Supercharged tech adoption has exploded onto the scene within the food sector and bakery segment, with many bakeries switching their model overnight to one which takes their core product range online, making them available direct to consumer doors. Aggregators such as Uber Eats, Deliveroo and Just Eat made it easy for consumers to get their favourite baked goods when lockdown began. The convenience factor for consumers and the widened reach for bakeries mean online deliveries is here for the long-term.
Stemming from the holistic comfort for consumers of classic films, programs and foods, nostalgia plays tunes in the bakery sector more than ever, with consumers craving goods which remind them of better times. Classic goods with a twist strike a balance between old and new and snack versions of old favourites play into consumers shift towards home-working.

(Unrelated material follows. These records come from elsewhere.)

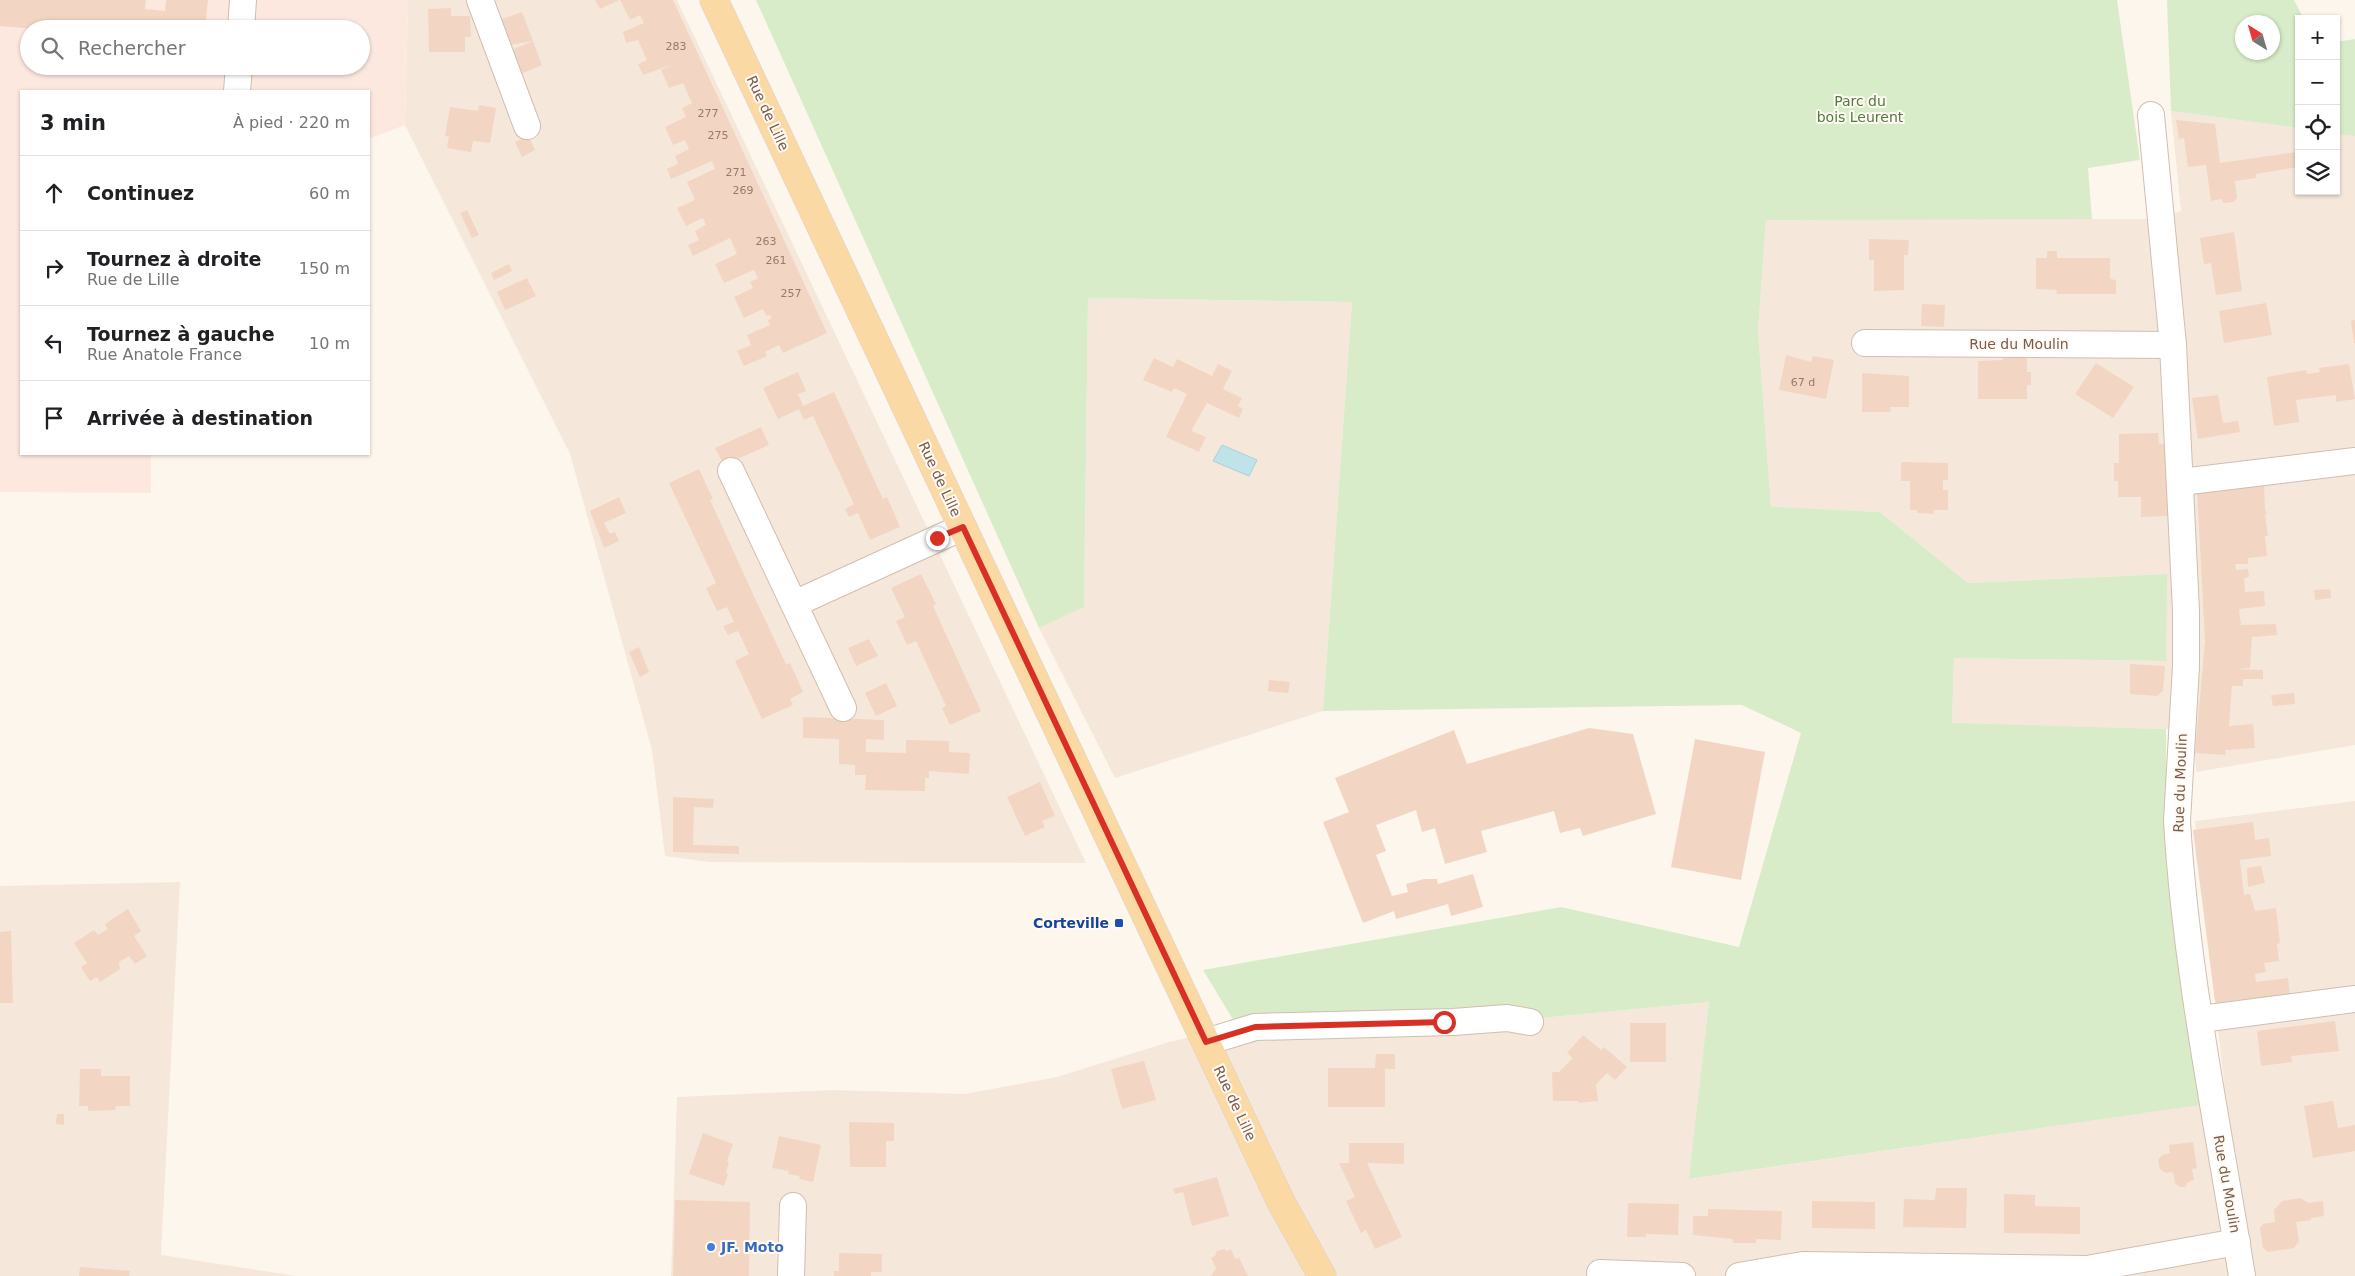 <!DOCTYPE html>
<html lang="fr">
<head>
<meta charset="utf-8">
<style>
  :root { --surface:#fff; --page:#f2f2f2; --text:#202124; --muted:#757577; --line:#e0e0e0 }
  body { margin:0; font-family:"DejaVu Sans",sans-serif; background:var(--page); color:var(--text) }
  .controls { position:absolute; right:15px; top:15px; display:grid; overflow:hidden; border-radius:0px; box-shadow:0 1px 4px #0004 }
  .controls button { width:45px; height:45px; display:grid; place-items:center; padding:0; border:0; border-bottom:1px solid var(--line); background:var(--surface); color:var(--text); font:25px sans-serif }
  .compass { position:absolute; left:2235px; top:15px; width:45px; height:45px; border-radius:50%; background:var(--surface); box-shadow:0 1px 4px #0004; rotate:323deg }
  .stop { position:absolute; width:15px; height:15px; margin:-11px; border:4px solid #d93025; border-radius:50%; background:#fff }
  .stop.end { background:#d93025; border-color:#fff; box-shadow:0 1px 5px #0008 }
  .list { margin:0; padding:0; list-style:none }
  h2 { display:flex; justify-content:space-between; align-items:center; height:65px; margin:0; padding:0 20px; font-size:21px }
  h2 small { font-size:16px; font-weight:400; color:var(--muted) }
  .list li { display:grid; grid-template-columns:32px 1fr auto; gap:15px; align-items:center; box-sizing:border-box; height:75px; padding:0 20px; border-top:1px solid var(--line) }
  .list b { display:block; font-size:19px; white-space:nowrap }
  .list p { margin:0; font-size:16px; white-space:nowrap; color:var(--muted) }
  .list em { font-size:16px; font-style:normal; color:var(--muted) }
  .icon { flex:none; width:28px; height:28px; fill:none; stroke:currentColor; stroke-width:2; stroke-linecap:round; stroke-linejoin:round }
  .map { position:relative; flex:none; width:2355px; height:1276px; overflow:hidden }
  .search { position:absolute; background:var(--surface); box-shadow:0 1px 4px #0004; left:20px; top:20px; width:350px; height:55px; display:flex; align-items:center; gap:12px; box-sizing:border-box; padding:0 18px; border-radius:28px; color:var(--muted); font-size:19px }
  .panel { position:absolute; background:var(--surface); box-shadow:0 1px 4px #0004; left:20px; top:90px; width:350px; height:365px; border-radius:0px }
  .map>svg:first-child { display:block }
  .residential { fill:#f5e8da }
  .commercial { fill:#fde8e0; fill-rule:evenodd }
  .green { fill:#d8ecc9; fill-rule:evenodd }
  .water { fill:#bfe3e8; stroke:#a5d3da }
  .building { fill:#f3d5c3 }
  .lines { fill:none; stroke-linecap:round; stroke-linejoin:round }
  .minor-casing { stroke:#d1beb0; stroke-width:28 }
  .major-casing { stroke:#dad1cd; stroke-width:29 }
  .minor { stroke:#fff; stroke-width:26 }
  .major { stroke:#fbd9a5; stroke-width:28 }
  .route { stroke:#d93025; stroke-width:6 }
  .transit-dot { fill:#1a4fb4; stroke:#fffaf3; stroke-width:2 }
  .shop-dot { fill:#3f7fe0; stroke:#fffaf3; stroke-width:2 }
  .labels { text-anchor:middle; stroke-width:4; stroke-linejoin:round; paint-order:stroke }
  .number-label { font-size:11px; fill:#987a6a }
  .park-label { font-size:14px; fill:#537a41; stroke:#fffaf3 }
  .street-label { font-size:14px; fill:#7a5c4d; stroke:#fffaf3 }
  .transit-label { font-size:14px; font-weight:bold; fill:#164399; stroke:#fffaf3; text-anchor:end }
  .shop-label { font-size:14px; font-weight:bold; fill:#366cbe; stroke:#fffaf3; text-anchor:start }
</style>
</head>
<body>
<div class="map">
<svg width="2355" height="1276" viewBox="0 0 2355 1276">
  <rect width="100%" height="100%" fill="#fdf6ec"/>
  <g class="residential">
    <path d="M410 0H677L1086 863 710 862 665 856 652 750 570 454 405 125 408 2Z"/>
    <path d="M2171 111 2299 128V191H2336V134L2355 136V745L2196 772 2193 727 2166 729 1952 724 1954 658 2165 661 2166 574 1968 583 1880 512 1771 508 1758 331 1766 219H2154L2181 211Z"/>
    <path d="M1088 298 1352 302 1323 711 1115 778 1039 628 1084 607Z"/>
    <path d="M2355 801V1276H671L677 1097 832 1090 964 1094 1057 1077 1169 1042 1237 1026 1447 1027 1709 1002 1690 1179 2226 1101 2195 821Z"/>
    <path d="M180 882 161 1255 296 1276H0V886Z"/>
  </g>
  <path class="commercial" d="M0 0H410L408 2 405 125 369 139V91H21V454H151V493L0 492ZM29 29H361V66H29Z"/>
  <g class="green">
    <path d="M756 0H2117L2140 160 2088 168 2092 219 1766 220 1758 331 1771 507 1880 512 1968 583 2167 574 2166 661 1954 658 1952 723 2166 729V863L2200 1105 1689 1179 1709 1002 1447 1027 1237 1026 1203 970 1561 907 1739 947 1801 733 1742 705 1323 711 1352 302 1088 298 1084 607 1039 628Z"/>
    <path d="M2167 0H2294L2304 19H2299V128L2171 111ZM2242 22H2272V52H2242Z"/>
    <path d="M2355 39V136L2336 134V42Z"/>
  </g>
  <path class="water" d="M1222 445 1257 460 1249 476 1213 461Z"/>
  <g class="building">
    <path d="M0 0H146L145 9 165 11 166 0H208L205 29H36L0 26Z"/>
    <path d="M595 0H619L600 9Z"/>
    <path d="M620 0H673L827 333 783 353 779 345 765 352 767 356 744 366 737 351 751 345 747 335 770 325 768 320 772 318 770 315 766 316 763 309 744 318 734 297 753 288 750 282 758 278 754 270 724 283 715 264 737 254 730 238 693 256 688 245 699 240 695 231 706 225 703 218 686 226 677 208 695 200 687 182 715 169 712 161 671 179 667 169 678 164 675 156 689 149 685 140 673 145 665 127 686 117 682 108 692 103 683 83 669 88 661 70 671 65 643 75 638 64 647 60 638 40 626 43 623 32 644 23 640 15 630 20Z"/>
    <path d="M451 8V16H470L471 37H465V52H429L428 9Z"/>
    <path d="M522 12 533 41 510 45 500 20Z"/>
    <path d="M533 41 542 65 521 74 512 50Z"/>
    <path d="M479 105 496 108 490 143 473 141 471 152 447 148 449 137 445 136 450 107 478 111Z"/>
    <path d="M2176 120 2215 124 2220 163 2297 152 2299 167 2256 174V178L2235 181 2237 198 2233 202 2224 203 2221 199 2211 201 2206 165 2188 167 2184 138 2179 139Z"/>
    <path d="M526 130 535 150 522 157 515 142 521 139 518 133Z"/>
    <path d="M467 210 479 235 472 238 460 213Z"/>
    <path d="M2234 232 2242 291 2216 295 2211 263 2204 264 2200 238Z"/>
    <path d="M1869 239 1909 240 1908 255H1904V290L1874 291V260H1869Z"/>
    <path d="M2047 251H2057V258H2110V279L2116 280V294H2056L2057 290 2036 289V258H2047Z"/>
    <path d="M509 264 512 271 494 280 491 273Z"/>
    <path d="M527 278 536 296 505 310 497 292Z"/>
    <path d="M2266 303 2272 335 2224 343 2219 311Z"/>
    <path d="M1922 304 1945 305 1944 327 1921 326Z"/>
    <path d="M2355 320V343H2354L2351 321Z"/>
    <path d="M2003 354H2027V372H2031V385H2027V399H1978V361L2003 360Z"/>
    <path d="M1786 355 1811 362 1813 356 1834 360 1826 399 1779 390Z"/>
    <path d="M1154 358 1173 367 1177 359 1212 376 1218 364 1232 371 1223 389 1242 398 1238 406 1243 409 1239 418 1207 403 1191 431 1206 437 1199 452 1166 437 1187 394 1174 388 1172 392 1143 380Z"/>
    <path d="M2096 363 2134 387 2113 418 2075 394Z"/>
    <path d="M2349 364 2355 399 2336 402V395L2296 400 2299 422 2274 426 2267 377 2306 370 2307 374 2320 372 2319 368Z"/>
    <path d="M798 372 806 391 798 394 803 406 834 392 883 499 887 497 900 527 870 540 858 513 849 517 845 509 854 504 813 416 804 420 799 409 778 419 763 388Z"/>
    <path d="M1862 373 1909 376V407H1890L1891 412H1862Z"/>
    <path d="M2218 395 2223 423 2238 421 2240 432 2198 439 2192 398Z"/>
    <path d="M761 427 769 445 724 465 715 448Z"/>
    <path d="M2158 433 2159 444H2166L2168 516 2141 517V497H2118V481H2114V463H2119V434Z"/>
    <path d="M1901 462 1948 463V480H1943V490H1948V510H1934V514L1917 513V510H1910V481H1901Z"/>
    <path d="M699 469 713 499 710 500 753 594 786 664 790 663 803 692 790 699 793 705 762 719 735 661 749 654 738 631 728 635 723 626 734 622 727 607 717 611 706 588 716 583 669 483Z"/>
    <path d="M2264 482 2265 509 2267 514H2265L2268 536H2265L2267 556 2248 558V564H2235L2236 570 2248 569 2249 577 2244 578 2245 592 2264 591 2265 606 2239 609 2241 625 2276 624 2277 635 2252 637 2250 668 2235 669 2263 670V679H2243V686H2232L2229 726 2253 724 2255 748 2225 750 2226 755 2195 753 2205 641 2197 491Z"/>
    <path d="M619 497 626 513 604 523 610 534 615 532 619 541 604 548 590 511Z"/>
    <path d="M921 574 936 604 933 606 981 711 950 725 942 708 946 706 916 641 907 645 896 621 905 617 891 588Z"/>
    <path d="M2330 589 2331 598 2315 600 2314 590Z"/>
    <path d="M869 639 878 656 856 666 848 648Z"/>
    <path d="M639 647 649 672 640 677 629 652Z"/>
    <path d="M2130 664 2165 666 2163 691 2157 696 2130 694Z"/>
    <path d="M1269 680 1290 682 1288 693 1268 691Z"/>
    <path d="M886 683 897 706 876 716 865 693Z"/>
    <path d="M2294 693 2295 704 2273 706 2271 695Z"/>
    <path d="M803 717 884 720V740L866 739V752L906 753V740L949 741V752L970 753 969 774 929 771V778H925V791L865 790 866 775H855V765L839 764V739L803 738Z"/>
    <path d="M1589 728 1633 734 1656 814 1583 836 1580 828 1560 833 1554 811 1481 831 1487 852 1445 864 1435 828 1422 832 1416 810 1376 825 1386 851 1376 855 1392 896 1408 892 1406 884 1424 879H1437L1438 884 1473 874 1483 907 1451 916 1448 904 1396 919 1394 911 1363 923 1323 822 1349 812 1335 778 1454 730 1467 764Z"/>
    <path d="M1695 739 1765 752 1741 880 1671 867Z"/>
    <path d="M1040 782 1055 816 1042 821 1045 827 1025 836 1007 797Z"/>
    <path d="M673 797 714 799 713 808 694 807 693 845 739 846V854L673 852Z"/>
    <path d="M2253 822 2255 840 2269 838 2271 856 2240 860 2244 895 2250 894 2255 911 2276 908 2280 943 2277 944 2279 961 2264 963 2266 972 2255 974 2256 982 2288 978 2290 997 2222 1005 2215 1001 2193 830Z"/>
    <path d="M2261 866 2265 883 2248 887 2247 868Z"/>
    <path d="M128 909 141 931 134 936 147 956 135 964 129 956 119 962 120 969 100 982 97 977 90 981 81 967 87 963 74 943 94 930 98 935 108 929 105 924Z"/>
    <path d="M11 931 13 1003H0V932Z"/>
    <path d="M2335 1021 2339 1051 2291 1056 2292 1062 2261 1066 2257 1031Z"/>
    <rect x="1630" y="1023" width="36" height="39"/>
    <path d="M1583 1035 1601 1050 1604 1047 1627 1067 1615 1080 1607 1073 1602 1078 1596 1085 1598 1101 1578 1103V1101H1553L1552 1072H1559L1573 1058 1567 1053Z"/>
    <path d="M1376 1054H1395V1069H1385V1107H1328V1068H1375Z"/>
    <path d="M1144 1061 1156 1100 1122 1109 1111 1069Z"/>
    <path d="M80 1069H101V1076H130V1106H116L115 1110 88 1111V1106H79Z"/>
    <path d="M2333 1101 2338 1128 2355 1125V1151L2313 1158 2304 1106Z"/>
    <path d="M57 1114H64V1125L56 1124Z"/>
    <path d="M849 1122 894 1123V1141H886V1167H850Z"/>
    <path d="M703 1133 733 1144 727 1161 729 1162 726 1173 728 1174 724 1186 689 1174Z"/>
    <path d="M779 1136 821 1145 813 1182 799 1179 800 1176 788 1174 789 1171 772 1168Z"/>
    <path d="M2193 1142 2197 1168 2192 1169 2194 1180 2188 1182 2185 1187H2180L2175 1183 2173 1172 2165 1173 2160 1169 2158 1160 2162 1155 2170 1153 2169 1145Z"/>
    <path d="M1349 1143H1404V1164L1367 1163 1402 1237 1375 1249 1366 1230 1361 1233 1346 1201 1355 1197 1339 1163H1349Z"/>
    <path d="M1217 1177 1229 1216 1192 1226 1183 1192 1175 1194 1173 1189Z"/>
    <path d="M1936 1188H1967L1966 1228 1903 1227 1904 1199 1935 1200Z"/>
    <path d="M2004 1194 2035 1195V1206L2080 1207V1234L2004 1233Z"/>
    <path d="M2301 1198 2308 1203 2323 1201 2324 1216 2311 1218V1220L2296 1222 2299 1241 2294 1248 2268 1252 2263 1248 2260 1228 2263 1224 2275 1222 2274 1210 2282 1201Z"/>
    <path d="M675 1200 750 1202 749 1276H673Z"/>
    <path d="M1812 1201 1875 1202V1229L1812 1228Z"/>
    <path d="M1628 1203 1679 1204 1678 1235 1646 1234V1237H1627Z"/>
    <path d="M1708 1209 1782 1211 1781 1240 1756 1239V1243H1733V1239L1693 1235V1216H1708Z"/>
    <path d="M1224 1249 1227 1251 1231 1249 1235 1259 1239 1258 1248 1276H1211L1216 1268 1211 1258 1215 1256 1217 1251Z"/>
    <path d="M839 1253 882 1254V1272H871V1276H834V1271H839Z"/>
    <path d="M80 1267 130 1271 129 1276H79Z"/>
  </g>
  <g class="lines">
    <g class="minor-casing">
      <g id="minor">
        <path d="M480 0 527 126"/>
        <path d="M241 29 243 0"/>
        <path d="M237 91 239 66"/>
        <path d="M2151 115 2173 345 2186 611V666L2177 821C2186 973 2218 1125 2242 1276"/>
        <path d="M1865 343 2173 345"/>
        <path d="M731 471 843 708"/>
        <path d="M2181 482 2355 461"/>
        <path d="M794 604 963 527"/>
        <path d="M2201 1019 2355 999"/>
        <path d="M1206 1042 1255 1027 1453 1022 1507 1018 1530 1022"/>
        <path d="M1600 1273 1682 1276"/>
        <path d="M791 1276 793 1206"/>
        <path d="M1739 1276 1803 1265 2087 1269 2237 1242"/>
      </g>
    </g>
    <g class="major-casing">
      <path id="major" d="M714 0 1281 1202 1322 1276"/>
    </g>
    <use href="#minor" class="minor"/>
    <use href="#major" class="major"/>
  </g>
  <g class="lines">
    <path class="route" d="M937 538 963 527 1206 1042 1255 1027 1444 1022"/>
  </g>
  <rect class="transit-dot" x="1114" y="918" width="10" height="10" rx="2.5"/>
  <circle class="shop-dot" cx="711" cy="1247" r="5"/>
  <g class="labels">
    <g class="number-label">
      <text x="676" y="50">283</text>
      <text x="708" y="117">277</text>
      <text x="718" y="139">275</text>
      <text x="736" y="176">271</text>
      <text x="743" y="194">269</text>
      <text x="766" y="245">263</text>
      <text x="776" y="264">261</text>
      <text x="791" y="297">257</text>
      <text x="1803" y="386">67 d</text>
    </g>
    <g class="park-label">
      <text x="1860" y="106">Parc du<tspan x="1860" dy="16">bois Leurent</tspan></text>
    </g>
    <g class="street-label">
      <text transform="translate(768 113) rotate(65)" y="5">Rue de Lille</text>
      <text x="2019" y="349">Rue du Moulin</text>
      <text transform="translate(940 479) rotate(65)" y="5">Rue de Lille</text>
      <text transform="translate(2180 783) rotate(-88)" y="5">Rue du Moulin</text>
      <text transform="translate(1235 1103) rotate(65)" y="5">Rue de Lille</text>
      <text transform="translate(2227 1184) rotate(80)" y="5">Rue du Moulin</text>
    </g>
    <g class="transit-label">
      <text x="1109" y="928">Corteville</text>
    </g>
    <g class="shop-label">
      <text x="721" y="1252">JF. Moto</text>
    </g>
  </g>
</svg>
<div class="controls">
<button>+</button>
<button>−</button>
<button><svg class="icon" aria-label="locate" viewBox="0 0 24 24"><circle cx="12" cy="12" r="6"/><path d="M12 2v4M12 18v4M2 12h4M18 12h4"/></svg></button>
<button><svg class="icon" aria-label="layers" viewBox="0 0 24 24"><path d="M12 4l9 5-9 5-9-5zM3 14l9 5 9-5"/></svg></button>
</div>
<svg class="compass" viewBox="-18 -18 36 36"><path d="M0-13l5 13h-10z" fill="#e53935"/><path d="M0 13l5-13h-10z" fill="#757577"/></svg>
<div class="stop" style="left:1444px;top:1022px"></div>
<div class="stop end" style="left:937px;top:538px"></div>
<div class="search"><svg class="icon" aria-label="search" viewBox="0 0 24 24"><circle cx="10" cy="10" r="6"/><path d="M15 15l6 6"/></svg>Rechercher</div>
<section class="panel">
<h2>3 min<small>À pied · 220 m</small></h2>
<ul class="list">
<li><svg class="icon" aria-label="ahead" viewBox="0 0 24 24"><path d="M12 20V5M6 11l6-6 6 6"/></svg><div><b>Continuez</b></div><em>60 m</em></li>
<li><svg class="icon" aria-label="right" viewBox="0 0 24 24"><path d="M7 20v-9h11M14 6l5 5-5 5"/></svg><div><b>Tournez à droite</b><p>Rue de Lille</p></div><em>150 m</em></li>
<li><svg class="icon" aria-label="left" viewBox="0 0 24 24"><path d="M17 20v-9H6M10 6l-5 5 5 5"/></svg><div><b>Tournez à gauche</b><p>Rue Anatole France</p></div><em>10 m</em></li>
<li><svg class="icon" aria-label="arrive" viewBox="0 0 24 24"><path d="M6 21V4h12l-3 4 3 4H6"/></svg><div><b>Arrivée à destination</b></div></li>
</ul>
</section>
</div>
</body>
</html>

The renaissance of weekly or bulk grocery shopping has sparked consumers to seek longer shelf-life products and coupled with online platforms/apps assisting with recipe planning and budget management, has signalled a shift in weekly routines. For instore bakery goods, shelf life must be maximised and packaging optimised to serve the return of weekly shoppers.
Sources: Mintel: How Covid-19 brought the future forward (May, 2020), Kantar: How COVID-19 is impacting our eating and drinking habits (June, 2020), The Food People: Preparing for the next normal in Food & Drink – 10 biggest shifts in food and drink (May, 2020).